[Stored entries]
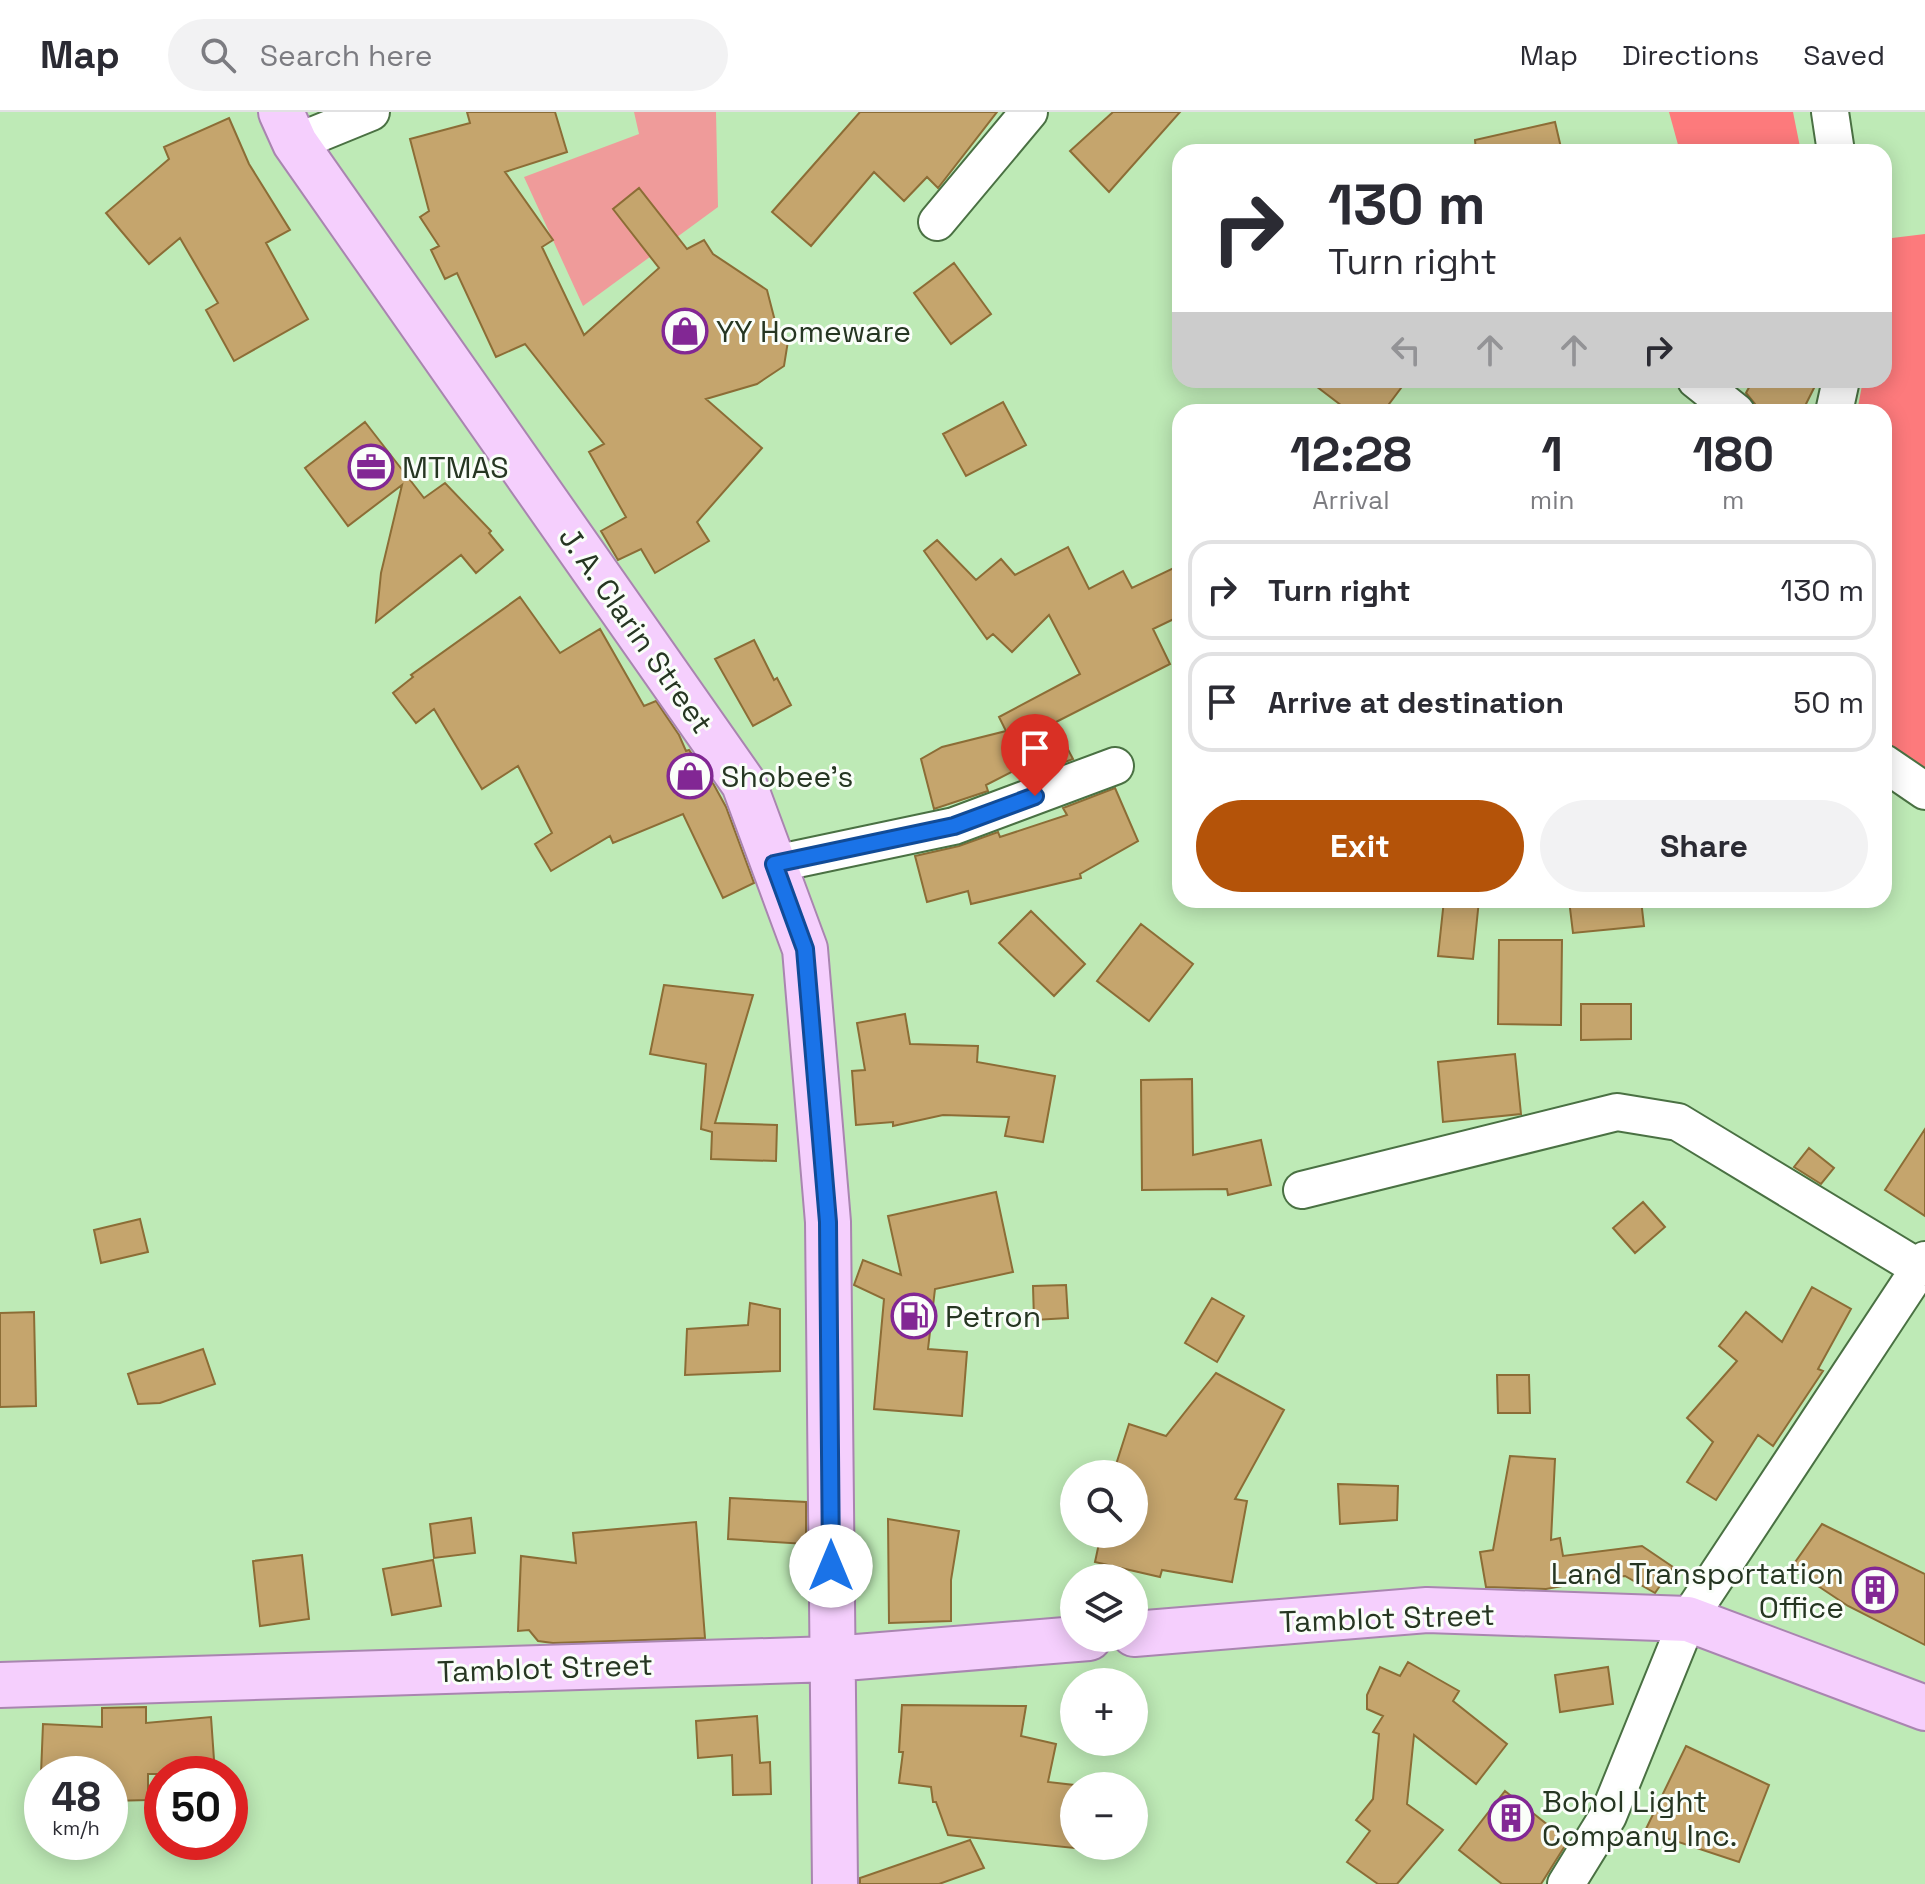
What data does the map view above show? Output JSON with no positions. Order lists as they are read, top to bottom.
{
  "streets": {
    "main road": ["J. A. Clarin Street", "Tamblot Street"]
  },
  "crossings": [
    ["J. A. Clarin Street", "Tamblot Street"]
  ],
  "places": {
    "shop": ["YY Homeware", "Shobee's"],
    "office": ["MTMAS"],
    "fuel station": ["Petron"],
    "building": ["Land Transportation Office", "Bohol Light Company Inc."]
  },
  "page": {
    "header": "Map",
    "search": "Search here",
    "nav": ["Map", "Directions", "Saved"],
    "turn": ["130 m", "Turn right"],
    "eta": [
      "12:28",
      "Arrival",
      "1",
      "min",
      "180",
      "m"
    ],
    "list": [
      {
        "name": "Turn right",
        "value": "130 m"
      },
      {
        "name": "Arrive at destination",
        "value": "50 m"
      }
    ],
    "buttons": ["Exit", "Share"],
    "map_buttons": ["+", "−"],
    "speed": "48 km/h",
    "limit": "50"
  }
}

» What to do:
The records above, copied word for word without the pictures, are what should be output.

» Output of the task:
What data does the map view above show? Output JSON with no positions. Order lists as they are read, top to bottom.
{
  "streets": {
    "main road": ["J. A. Clarin Street", "Tamblot Street"]
  },
  "crossings": [
    ["J. A. Clarin Street", "Tamblot Street"]
  ],
  "places": {
    "shop": ["YY Homeware", "Shobee's"],
    "office": ["MTMAS"],
    "fuel station": ["Petron"],
    "building": ["Land Transportation Office", "Bohol Light Company Inc."]
  },
  "page": {
    "header": "Map",
    "search": "Search here",
    "nav": ["Map", "Directions", "Saved"],
    "turn": ["130 m", "Turn right"],
    "eta": [
      "12:28",
      "Arrival",
      "1",
      "min",
      "180",
      "m"
    ],
    "list": [
      {
        "name": "Turn right",
        "value": "130 m"
      },
      {
        "name": "Arrive at destination",
        "value": "50 m"
      }
    ],
    "buttons": ["Exit", "Share"],
    "map_buttons": ["+", "−"],
    "speed": "48 km/h",
    "limit": "50"
  }
}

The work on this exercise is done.